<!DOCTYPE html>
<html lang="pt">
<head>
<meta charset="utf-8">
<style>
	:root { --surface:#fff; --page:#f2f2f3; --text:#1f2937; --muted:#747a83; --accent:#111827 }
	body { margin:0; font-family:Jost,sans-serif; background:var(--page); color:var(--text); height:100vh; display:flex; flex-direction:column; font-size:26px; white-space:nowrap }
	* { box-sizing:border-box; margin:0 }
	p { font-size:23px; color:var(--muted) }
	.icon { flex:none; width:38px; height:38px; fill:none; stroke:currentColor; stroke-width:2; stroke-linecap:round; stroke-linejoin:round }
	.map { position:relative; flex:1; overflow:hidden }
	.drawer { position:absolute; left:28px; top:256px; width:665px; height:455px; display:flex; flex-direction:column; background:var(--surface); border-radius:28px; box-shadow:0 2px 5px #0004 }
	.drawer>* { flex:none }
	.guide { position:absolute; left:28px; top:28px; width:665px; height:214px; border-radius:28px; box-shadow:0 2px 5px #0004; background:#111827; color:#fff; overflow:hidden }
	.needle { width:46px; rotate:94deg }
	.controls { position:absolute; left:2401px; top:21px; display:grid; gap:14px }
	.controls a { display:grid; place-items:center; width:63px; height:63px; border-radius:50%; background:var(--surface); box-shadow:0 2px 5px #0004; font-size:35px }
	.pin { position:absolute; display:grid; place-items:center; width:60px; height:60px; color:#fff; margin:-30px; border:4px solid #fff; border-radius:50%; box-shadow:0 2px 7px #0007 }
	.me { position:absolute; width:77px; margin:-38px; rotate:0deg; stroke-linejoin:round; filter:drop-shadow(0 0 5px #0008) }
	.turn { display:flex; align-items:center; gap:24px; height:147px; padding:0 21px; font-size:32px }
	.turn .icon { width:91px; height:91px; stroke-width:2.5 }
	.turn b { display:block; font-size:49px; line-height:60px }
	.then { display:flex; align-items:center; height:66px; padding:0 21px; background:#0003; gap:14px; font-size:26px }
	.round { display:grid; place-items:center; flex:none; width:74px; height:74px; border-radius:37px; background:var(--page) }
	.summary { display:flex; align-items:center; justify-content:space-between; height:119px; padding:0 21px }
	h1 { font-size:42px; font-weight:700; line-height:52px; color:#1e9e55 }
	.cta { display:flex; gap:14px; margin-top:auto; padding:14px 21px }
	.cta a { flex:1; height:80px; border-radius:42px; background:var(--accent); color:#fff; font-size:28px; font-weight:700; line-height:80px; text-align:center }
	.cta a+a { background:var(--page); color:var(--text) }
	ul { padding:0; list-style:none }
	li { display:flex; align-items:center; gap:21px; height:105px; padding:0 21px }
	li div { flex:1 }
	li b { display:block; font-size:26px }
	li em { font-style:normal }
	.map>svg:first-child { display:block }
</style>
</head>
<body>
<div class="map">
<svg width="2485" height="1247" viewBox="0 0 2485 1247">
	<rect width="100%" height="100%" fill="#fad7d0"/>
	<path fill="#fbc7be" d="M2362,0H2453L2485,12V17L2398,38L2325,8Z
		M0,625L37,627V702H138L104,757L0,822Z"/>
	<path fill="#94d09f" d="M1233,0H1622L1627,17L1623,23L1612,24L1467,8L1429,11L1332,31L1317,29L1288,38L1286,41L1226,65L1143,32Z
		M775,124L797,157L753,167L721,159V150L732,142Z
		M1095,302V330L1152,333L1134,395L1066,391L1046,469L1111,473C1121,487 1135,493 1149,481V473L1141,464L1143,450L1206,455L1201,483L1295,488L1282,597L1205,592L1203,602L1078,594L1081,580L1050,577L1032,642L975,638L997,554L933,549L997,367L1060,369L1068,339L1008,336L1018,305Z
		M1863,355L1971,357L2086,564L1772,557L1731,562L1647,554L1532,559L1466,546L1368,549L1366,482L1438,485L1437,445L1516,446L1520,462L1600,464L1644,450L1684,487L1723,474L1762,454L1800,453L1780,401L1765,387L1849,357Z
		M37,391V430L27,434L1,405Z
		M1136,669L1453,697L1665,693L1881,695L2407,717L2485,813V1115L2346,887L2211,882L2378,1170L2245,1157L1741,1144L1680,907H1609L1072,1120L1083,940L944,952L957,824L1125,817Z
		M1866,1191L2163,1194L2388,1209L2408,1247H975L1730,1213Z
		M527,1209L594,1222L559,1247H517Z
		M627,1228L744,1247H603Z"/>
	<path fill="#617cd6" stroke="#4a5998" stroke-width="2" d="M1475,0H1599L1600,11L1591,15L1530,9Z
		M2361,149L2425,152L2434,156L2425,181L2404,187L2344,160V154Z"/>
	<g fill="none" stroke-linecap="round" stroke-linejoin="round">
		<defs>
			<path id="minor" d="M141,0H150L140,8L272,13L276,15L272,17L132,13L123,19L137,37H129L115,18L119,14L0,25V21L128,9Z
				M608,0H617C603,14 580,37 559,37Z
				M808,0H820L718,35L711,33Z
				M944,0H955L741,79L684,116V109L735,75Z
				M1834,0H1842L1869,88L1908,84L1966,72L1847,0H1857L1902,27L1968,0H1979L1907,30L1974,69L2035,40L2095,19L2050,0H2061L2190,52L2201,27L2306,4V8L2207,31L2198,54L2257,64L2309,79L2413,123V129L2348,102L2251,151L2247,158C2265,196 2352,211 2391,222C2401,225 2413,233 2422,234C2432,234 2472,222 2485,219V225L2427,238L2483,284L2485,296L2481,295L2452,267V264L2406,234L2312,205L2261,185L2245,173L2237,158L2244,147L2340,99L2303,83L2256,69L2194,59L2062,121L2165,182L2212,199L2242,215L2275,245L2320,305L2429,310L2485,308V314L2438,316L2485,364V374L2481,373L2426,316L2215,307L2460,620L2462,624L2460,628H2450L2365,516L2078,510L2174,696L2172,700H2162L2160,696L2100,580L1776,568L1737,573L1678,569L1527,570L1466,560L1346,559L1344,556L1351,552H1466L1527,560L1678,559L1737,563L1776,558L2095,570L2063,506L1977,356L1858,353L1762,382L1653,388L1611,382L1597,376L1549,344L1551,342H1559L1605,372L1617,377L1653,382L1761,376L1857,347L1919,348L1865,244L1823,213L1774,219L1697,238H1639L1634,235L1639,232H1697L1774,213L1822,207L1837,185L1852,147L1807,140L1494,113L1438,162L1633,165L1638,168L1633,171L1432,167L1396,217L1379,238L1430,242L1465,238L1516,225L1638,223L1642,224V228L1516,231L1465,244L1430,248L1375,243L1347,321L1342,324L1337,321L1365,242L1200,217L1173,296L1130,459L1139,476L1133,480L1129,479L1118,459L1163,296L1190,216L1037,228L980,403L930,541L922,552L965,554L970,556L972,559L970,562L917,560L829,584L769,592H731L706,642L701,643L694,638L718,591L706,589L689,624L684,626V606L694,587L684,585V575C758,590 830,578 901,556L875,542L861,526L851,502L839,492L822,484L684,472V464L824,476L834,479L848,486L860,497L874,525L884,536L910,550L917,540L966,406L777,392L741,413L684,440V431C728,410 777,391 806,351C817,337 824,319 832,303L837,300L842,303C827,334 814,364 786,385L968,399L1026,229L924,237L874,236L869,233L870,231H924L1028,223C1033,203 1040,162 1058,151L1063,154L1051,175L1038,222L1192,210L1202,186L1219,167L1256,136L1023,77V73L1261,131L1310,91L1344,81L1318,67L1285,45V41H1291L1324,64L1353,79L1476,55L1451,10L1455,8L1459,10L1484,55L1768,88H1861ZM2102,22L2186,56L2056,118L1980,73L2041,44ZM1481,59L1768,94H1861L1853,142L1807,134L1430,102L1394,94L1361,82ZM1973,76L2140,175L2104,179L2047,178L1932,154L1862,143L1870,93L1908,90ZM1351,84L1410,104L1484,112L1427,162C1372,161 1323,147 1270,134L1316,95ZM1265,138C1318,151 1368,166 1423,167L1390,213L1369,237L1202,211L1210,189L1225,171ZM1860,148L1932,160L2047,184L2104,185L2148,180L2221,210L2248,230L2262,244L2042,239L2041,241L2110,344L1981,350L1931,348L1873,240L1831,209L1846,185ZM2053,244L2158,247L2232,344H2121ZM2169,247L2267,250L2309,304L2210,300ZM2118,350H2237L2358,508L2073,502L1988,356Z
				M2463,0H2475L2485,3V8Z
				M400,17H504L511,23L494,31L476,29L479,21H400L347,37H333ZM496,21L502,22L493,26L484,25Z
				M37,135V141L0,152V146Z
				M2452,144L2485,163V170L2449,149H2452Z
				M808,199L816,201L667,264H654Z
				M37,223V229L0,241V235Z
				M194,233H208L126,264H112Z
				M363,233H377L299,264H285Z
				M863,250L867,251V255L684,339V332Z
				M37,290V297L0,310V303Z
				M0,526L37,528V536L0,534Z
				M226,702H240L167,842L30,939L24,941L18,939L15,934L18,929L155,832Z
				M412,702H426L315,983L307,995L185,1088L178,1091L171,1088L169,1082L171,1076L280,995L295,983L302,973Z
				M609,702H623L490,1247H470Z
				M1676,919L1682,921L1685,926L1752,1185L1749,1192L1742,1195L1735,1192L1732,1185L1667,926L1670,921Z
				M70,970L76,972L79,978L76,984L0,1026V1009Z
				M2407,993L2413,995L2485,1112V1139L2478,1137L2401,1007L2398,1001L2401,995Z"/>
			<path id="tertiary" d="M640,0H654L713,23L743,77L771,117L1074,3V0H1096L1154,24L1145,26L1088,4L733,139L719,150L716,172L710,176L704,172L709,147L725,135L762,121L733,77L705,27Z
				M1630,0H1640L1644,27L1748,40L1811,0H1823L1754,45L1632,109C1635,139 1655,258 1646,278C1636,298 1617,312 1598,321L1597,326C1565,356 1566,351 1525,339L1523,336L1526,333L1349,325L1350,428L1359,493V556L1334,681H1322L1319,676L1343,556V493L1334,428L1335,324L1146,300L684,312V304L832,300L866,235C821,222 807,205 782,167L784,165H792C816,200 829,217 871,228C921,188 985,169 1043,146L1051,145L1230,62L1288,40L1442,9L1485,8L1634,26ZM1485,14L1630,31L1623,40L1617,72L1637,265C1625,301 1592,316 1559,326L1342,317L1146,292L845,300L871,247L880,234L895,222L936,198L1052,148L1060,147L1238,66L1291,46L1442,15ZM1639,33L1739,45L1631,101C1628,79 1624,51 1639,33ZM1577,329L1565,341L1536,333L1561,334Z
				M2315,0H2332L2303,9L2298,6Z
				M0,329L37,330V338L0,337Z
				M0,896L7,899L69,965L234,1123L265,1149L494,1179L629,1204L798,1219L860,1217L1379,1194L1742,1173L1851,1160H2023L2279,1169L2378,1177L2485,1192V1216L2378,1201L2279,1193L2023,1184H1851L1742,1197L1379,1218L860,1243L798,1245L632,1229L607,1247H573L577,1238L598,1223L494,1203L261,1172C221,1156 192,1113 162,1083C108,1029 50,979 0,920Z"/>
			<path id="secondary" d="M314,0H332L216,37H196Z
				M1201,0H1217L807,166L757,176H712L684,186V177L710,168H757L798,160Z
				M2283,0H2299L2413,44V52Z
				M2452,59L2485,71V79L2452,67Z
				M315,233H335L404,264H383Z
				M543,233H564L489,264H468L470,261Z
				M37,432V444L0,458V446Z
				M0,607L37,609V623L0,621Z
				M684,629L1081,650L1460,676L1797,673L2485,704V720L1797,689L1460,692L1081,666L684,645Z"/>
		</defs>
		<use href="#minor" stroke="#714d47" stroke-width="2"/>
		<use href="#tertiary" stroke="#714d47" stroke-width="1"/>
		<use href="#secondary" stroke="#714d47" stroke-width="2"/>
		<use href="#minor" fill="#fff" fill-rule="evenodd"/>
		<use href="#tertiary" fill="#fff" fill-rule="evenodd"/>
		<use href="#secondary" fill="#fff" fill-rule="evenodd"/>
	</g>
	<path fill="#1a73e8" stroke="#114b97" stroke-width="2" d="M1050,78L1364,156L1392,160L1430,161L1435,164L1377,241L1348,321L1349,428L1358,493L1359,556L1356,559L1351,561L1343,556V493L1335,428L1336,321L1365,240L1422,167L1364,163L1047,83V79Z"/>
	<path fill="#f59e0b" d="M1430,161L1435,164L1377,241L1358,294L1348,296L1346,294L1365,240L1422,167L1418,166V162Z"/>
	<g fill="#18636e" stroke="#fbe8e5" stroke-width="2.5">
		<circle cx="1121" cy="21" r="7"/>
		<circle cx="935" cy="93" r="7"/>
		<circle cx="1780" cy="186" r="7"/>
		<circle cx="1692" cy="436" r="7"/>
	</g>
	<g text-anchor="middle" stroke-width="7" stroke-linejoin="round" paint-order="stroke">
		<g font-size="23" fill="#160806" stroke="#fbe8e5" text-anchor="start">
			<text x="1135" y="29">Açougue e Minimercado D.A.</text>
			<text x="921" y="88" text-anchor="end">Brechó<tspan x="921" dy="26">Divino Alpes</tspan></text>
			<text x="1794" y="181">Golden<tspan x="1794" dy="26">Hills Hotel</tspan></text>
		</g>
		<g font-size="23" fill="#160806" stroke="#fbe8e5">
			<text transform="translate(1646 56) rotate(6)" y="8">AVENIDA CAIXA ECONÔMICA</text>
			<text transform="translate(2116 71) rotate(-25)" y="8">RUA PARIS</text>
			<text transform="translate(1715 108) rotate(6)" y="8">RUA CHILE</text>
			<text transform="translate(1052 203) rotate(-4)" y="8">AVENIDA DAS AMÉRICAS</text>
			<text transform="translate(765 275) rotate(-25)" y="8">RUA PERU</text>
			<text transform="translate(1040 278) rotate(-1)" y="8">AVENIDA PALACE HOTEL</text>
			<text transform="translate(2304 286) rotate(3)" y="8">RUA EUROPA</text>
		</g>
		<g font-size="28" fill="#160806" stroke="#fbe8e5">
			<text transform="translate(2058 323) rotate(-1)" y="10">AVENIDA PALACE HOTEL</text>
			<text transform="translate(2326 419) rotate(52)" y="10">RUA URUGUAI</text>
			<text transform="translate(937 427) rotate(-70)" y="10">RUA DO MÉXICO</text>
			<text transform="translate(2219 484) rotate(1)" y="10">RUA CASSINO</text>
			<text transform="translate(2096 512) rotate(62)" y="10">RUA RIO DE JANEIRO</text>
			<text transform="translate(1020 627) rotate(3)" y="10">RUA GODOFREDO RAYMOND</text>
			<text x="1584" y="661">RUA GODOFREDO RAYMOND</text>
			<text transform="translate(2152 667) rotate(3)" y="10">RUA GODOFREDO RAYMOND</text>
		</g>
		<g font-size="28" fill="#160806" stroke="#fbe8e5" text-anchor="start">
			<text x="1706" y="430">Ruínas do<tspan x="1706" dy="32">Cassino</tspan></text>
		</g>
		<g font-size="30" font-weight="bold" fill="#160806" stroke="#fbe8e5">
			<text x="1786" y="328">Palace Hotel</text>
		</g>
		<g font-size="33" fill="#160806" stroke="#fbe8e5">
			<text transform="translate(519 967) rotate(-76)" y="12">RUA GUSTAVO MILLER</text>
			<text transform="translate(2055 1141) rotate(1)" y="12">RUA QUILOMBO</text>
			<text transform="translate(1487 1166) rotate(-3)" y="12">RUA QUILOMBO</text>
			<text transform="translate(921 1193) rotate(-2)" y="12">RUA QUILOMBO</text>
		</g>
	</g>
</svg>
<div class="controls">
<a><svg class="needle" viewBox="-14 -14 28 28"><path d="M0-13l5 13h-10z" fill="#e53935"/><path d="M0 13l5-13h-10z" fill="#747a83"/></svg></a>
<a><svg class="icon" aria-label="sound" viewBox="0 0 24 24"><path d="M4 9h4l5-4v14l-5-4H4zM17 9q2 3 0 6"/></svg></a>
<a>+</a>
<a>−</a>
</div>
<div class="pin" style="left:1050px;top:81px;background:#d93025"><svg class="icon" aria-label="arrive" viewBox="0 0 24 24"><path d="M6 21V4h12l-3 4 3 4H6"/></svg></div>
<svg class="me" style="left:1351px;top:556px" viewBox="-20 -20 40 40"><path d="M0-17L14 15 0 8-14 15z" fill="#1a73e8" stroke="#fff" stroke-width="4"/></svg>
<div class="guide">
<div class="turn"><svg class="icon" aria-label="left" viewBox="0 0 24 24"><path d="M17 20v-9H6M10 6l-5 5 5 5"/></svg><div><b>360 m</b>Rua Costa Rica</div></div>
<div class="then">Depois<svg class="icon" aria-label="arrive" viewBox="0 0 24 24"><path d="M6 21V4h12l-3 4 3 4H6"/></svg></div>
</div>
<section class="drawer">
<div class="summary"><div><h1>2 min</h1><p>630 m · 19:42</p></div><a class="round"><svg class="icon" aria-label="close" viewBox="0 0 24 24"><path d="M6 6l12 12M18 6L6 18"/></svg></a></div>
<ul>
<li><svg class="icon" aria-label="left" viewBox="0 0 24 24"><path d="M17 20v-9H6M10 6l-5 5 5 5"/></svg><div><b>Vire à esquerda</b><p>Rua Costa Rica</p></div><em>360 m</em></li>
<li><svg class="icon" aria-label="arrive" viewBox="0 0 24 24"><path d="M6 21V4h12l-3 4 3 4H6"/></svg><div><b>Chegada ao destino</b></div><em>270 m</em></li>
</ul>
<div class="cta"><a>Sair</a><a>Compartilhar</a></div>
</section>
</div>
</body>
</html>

▶ [Exercise objective]: Write out a verbatim copy of the data, beginning with its first line and ending with the line that contains "position:relative; flex:1; overflow:hidden".

▶ [Answer box]:
<!DOCTYPE html>
<html lang="pt">
<head>
<meta charset="utf-8">
<style>
	:root { --surface:#fff; --page:#f2f2f3; --text:#1f2937; --muted:#747a83; --accent:#111827 }
	body { margin:0; font-family:Jost,sans-serif; background:var(--page); color:var(--text); height:100vh; display:flex; flex-direction:column; font-size:26px; white-space:nowrap }
	* { box-sizing:border-box; margin:0 }
	p { font-size:23px; color:var(--muted) }
	.icon { flex:none; width:38px; height:38px; fill:none; stroke:currentColor; stroke-width:2; stroke-linecap:round; stroke-linejoin:round }
	.map { position:relative; flex:1; overflow:hidden }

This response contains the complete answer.